The Rams gift the Steelers with eventual Hall of Famer Jerome Bettis and throw in the 72nd overall pick in the ’96 draft in exchange for a ’96 second round (59th overall) and a ’97 fourth round (121st overall). 

1. The Saints Give away the 1999 draft for Ricky Williams

(Manny Millan/SI)

Given Williams’ college stat line it’s no wonder he was very sought after, but with what the New Orleans Saints gave away to get him at number 5, you’d think the Saints were playing their last season in the NFL. Williams amassed 6,592 rush yards, 75 TDs on the ground, 988 rec yards, and 4 rec TDs in his 4 years at Texas.

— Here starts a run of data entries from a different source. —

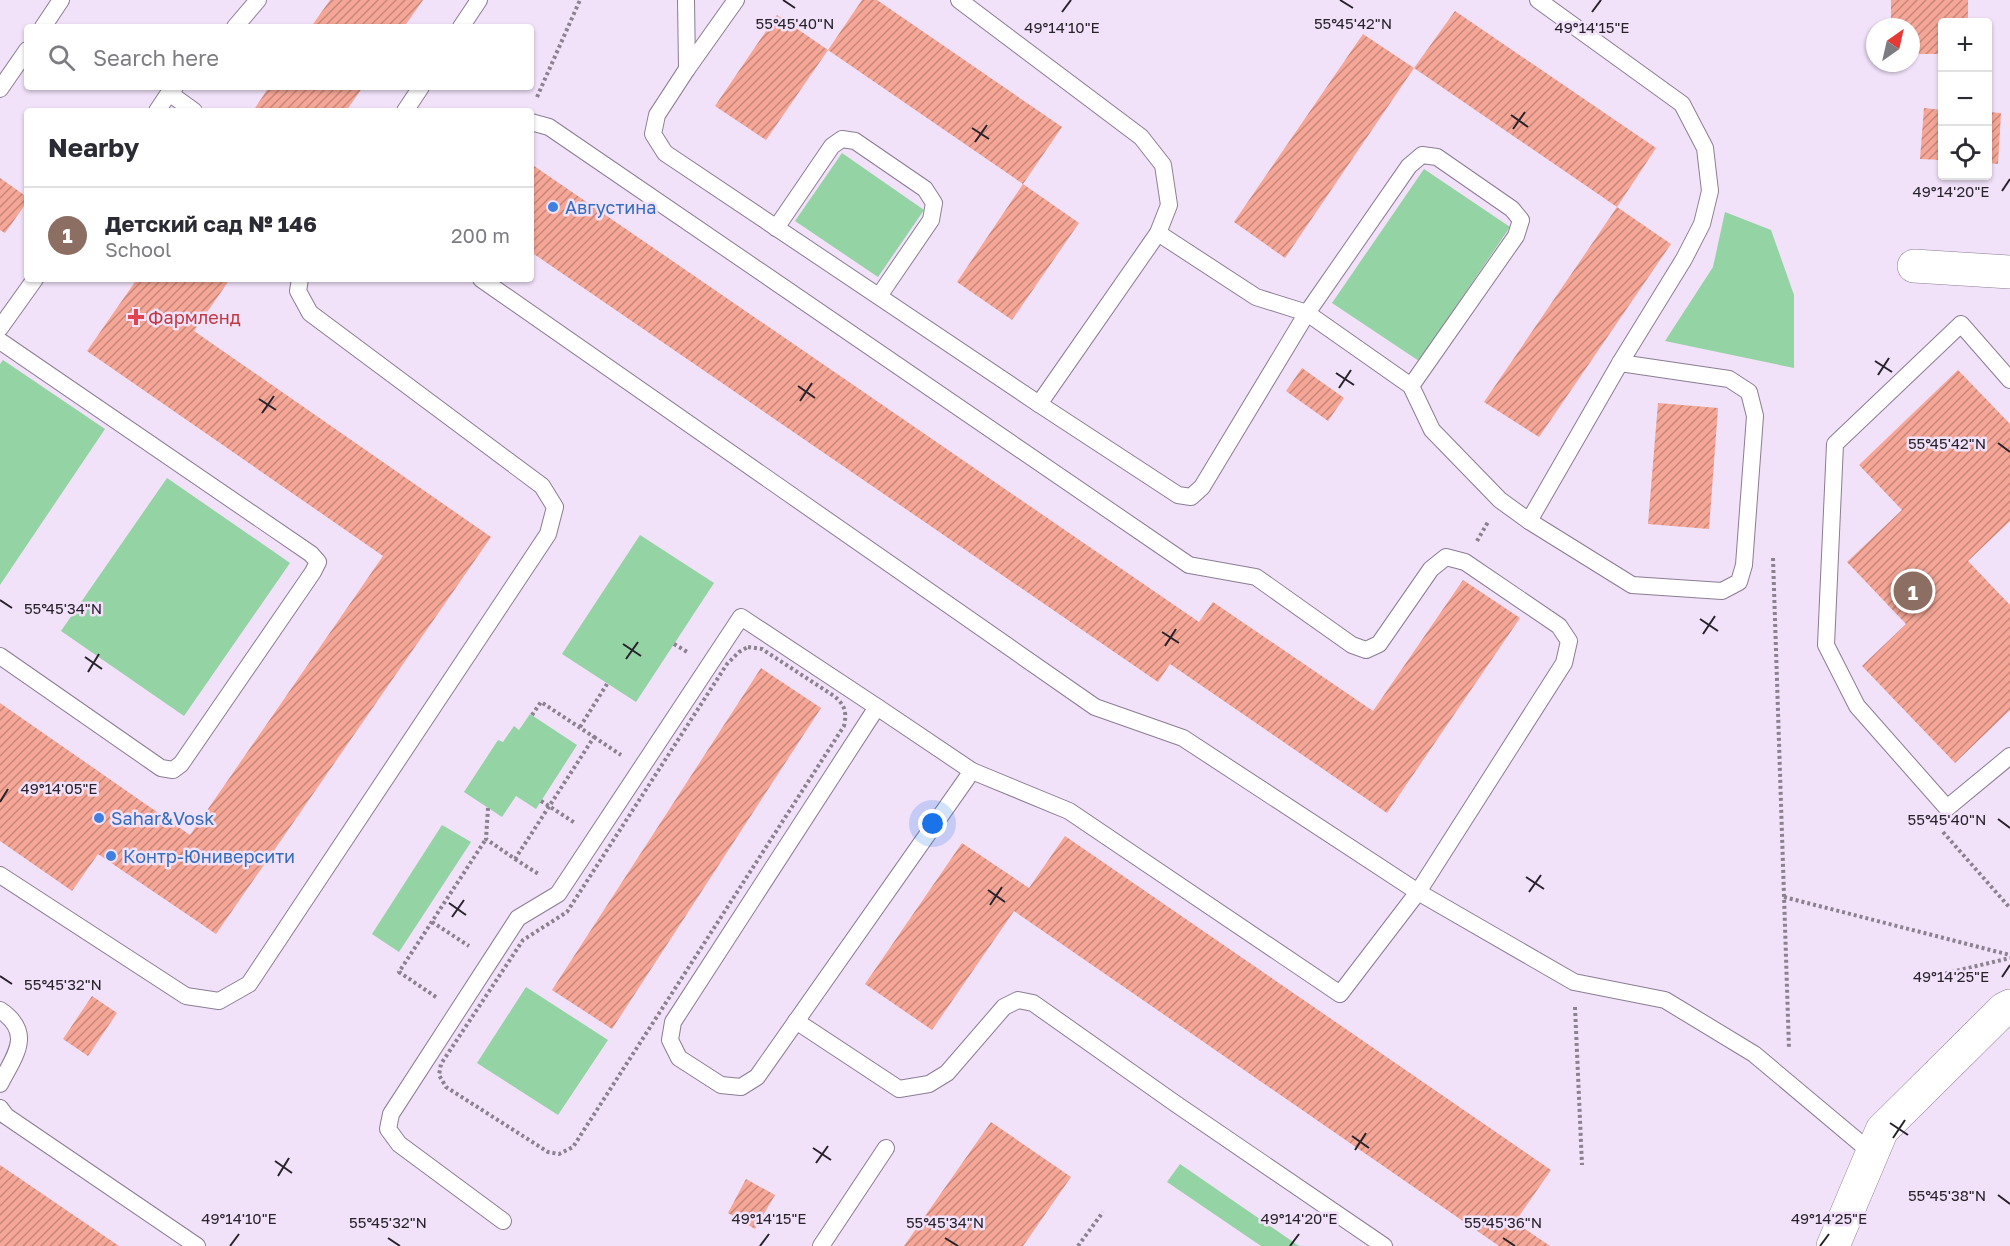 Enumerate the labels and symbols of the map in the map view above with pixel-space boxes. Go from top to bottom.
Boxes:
text: 55°45'40"N [756,14,834,32]
text: 55°45'42"N [1314,14,1392,32]
text: 49°14'10"E [1024,18,1100,36]
text: 49°14'15"E [1555,18,1629,36]
north arrow [1866,18,1920,72]
text: 49°14'20"E [1913,182,1989,200]
place label: Августина [565,196,656,218]
marker: Августина [546,200,560,214]
place label: Фармленд [148,306,241,328]
marker: Фармленд [129,310,143,324]
text: 55°45'42"N [1908,434,1986,452]
pin: 1 [1894,568,1932,614]
text: 55°45'34"N [24,599,102,617]
text: 49°14'05"E [21,779,97,797]
place label: Sahar&Vosk [111,807,215,829]
your location [918,809,947,838]
text: 55°45'40"N [1908,810,1986,828]
marker: Sahar&Vosk [92,811,106,825]
place label: Контр-Юниверсити [123,845,295,867]
marker: Контр-Юниверсити [104,849,118,863]
text: 49°14'25"E [1913,967,1989,985]
text: 55°45'32"N [24,975,102,993]
text: 55°45'38"N [1908,1186,1986,1204]
text: 49°14'10"E [201,1209,277,1227]
text: 49°14'15"E [732,1209,806,1227]
text: 49°14'20"E [1261,1209,1337,1227]
text: 49°14'25"E [1791,1209,1867,1227]
text: 55°45'32"N [349,1213,427,1231]
text: 55°45'34"N [906,1213,984,1231]
text: 55°45'36"N [1464,1213,1542,1231] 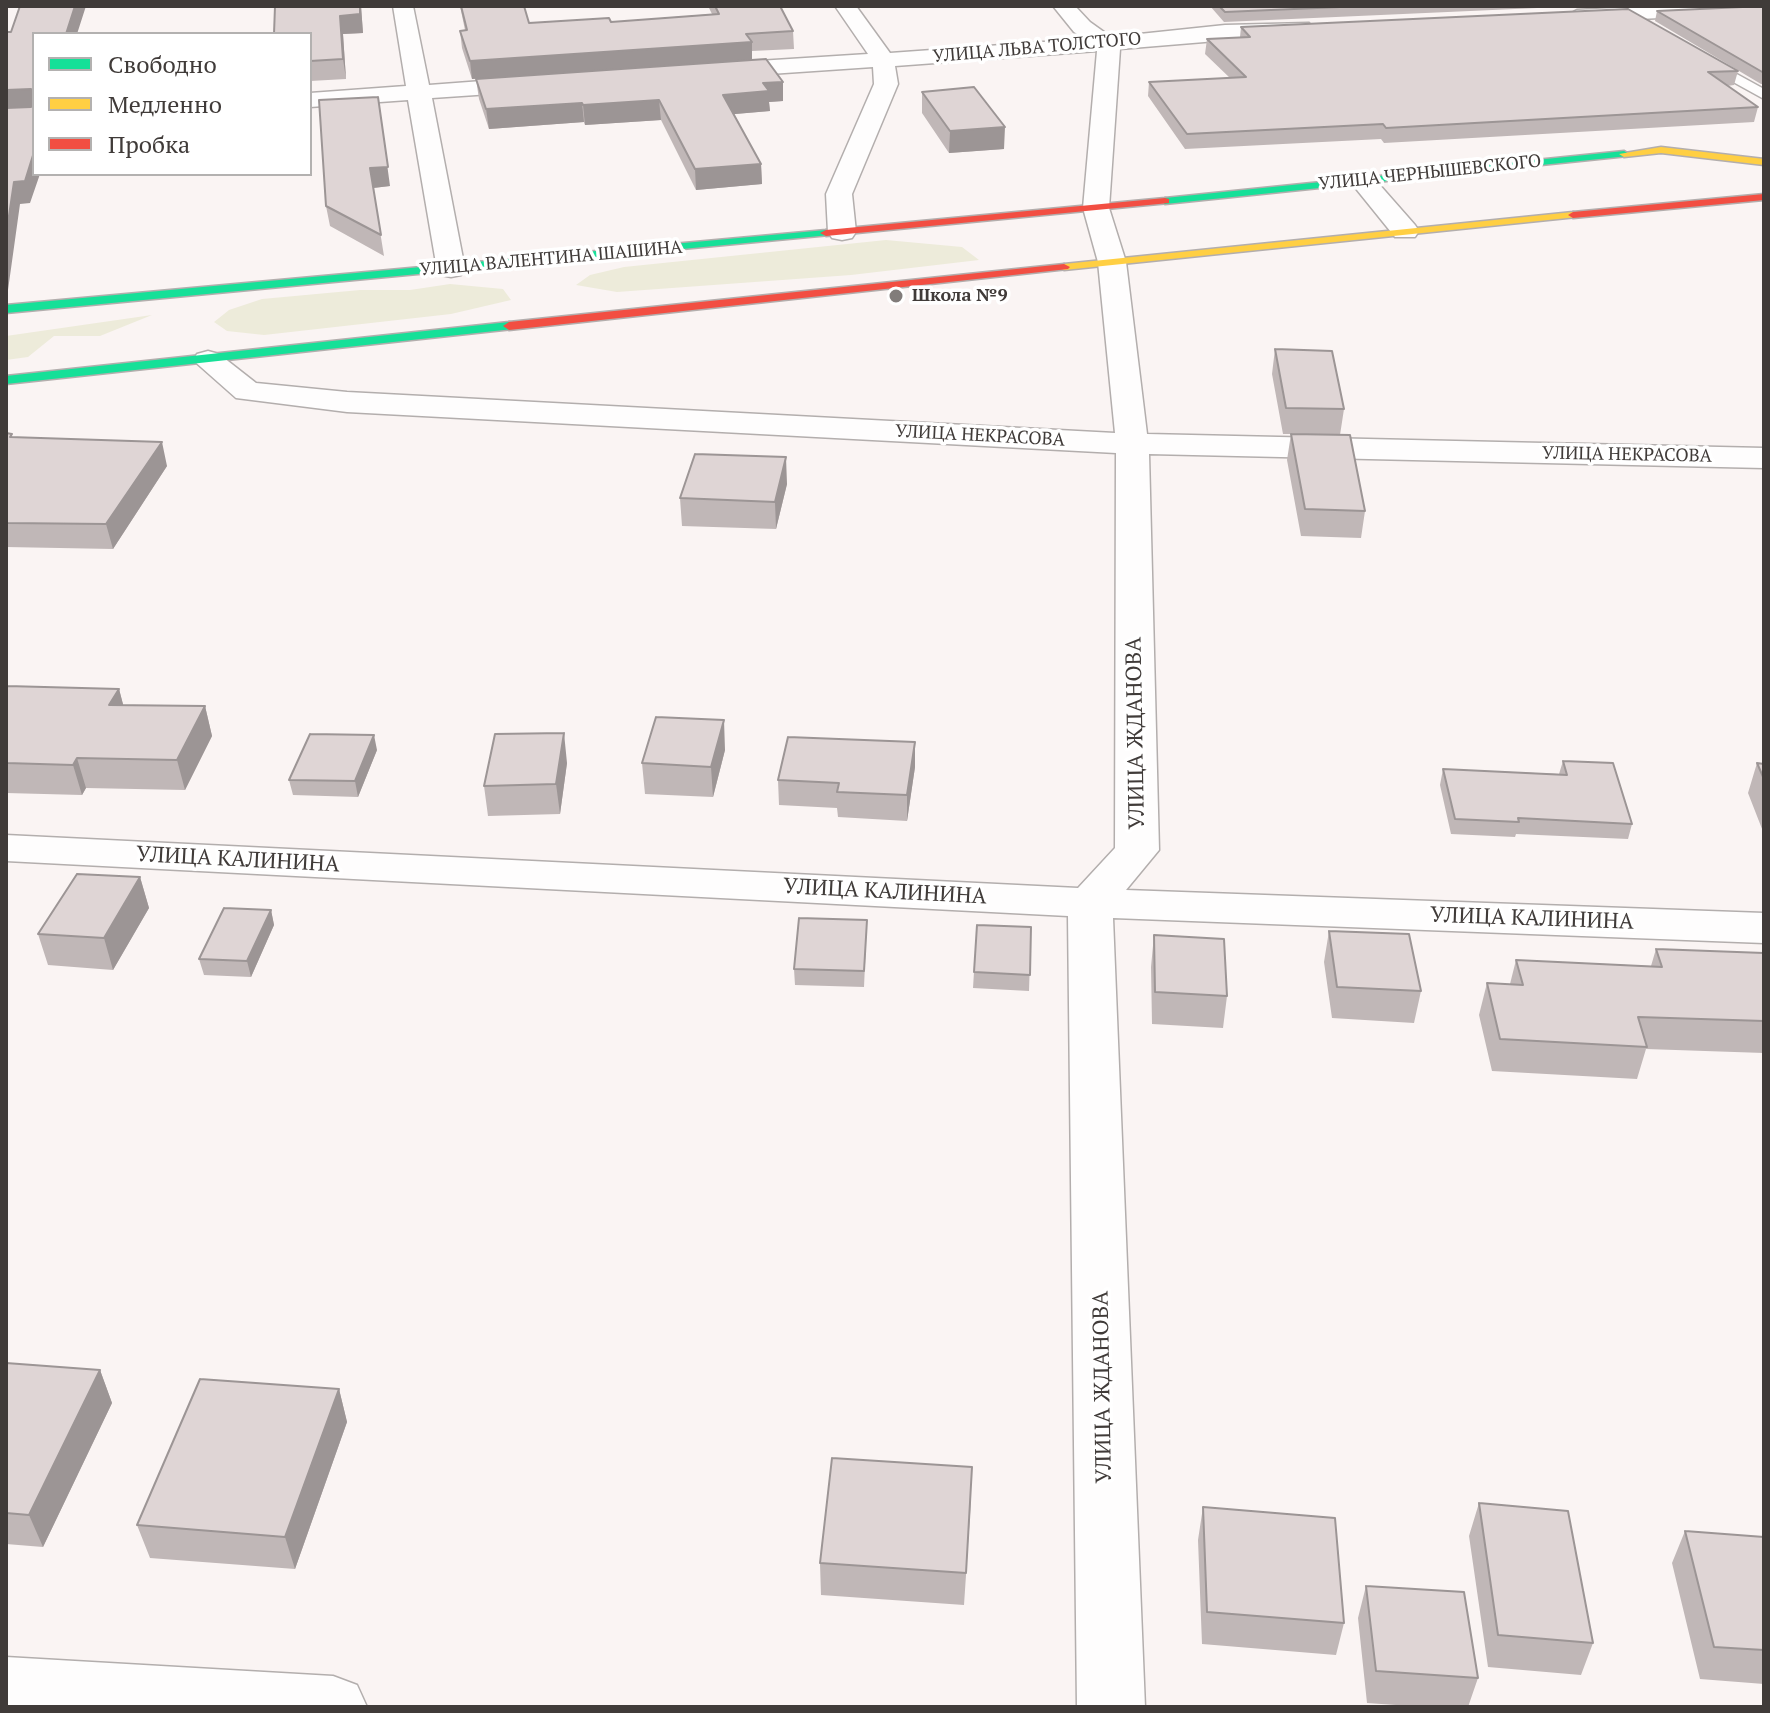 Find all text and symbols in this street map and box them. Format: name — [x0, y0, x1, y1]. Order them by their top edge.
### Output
street label: УЛИЦА ЛЬВА ТОЛСТОГО — [932, 28, 1142, 68]
legend — [32, 32, 312, 176]
text: Свободно — [108, 48, 217, 80]
text: Медленно — [108, 88, 222, 120]
text: Пробка — [108, 128, 190, 160]
street label: УЛИЦА ЧЕРНЫШЕВСКОГО — [1318, 151, 1542, 195]
street label: УЛИЦА ВАЛЕНТИНА ШАШИНА — [419, 237, 683, 281]
place label: Школа №9 — [912, 285, 1008, 307]
marker: Школа №9 — [887, 287, 905, 305]
street label: УЛИЦА НЕКРАСОВА — [895, 421, 1065, 451]
street label: УЛИЦА НЕКРАСОВА — [1542, 443, 1712, 467]
street label: УЛИЦА ЖДАНОВА — [1121, 636, 1151, 830]
street label: УЛИЦА КАЛИНИНА — [136, 841, 340, 879]
street label: УЛИЦА КАЛИНИНА — [783, 873, 987, 911]
street label: УЛИЦА КАЛИНИНА — [1430, 902, 1634, 936]
street label: УЛИЦА ЖДАНОВА — [1088, 1290, 1118, 1484]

Coming off of a 6–10 record and an abysmal offense, the Saints were clamoring for a game breaker. Williams boasted two seasons of over 1,000 yards, but after three seasons he was dealt to Miami where he rushed for almost 2,000 yards and 16 TDs the year after departing New Orleans.

The Deal:

New Orleans gives Washington 1999 1st round, 1999 3rd round, 1999 4th round, 1999 5th round, 1999 6th round, 1999 7th round, 2000 1st round and 2000 3rd round. 

The Redskins could’ve turned this trade into a dynasty, much like Jimmy Johnson did with the Dallas Cowboys via the Herschel Walker trade. But they didn’t.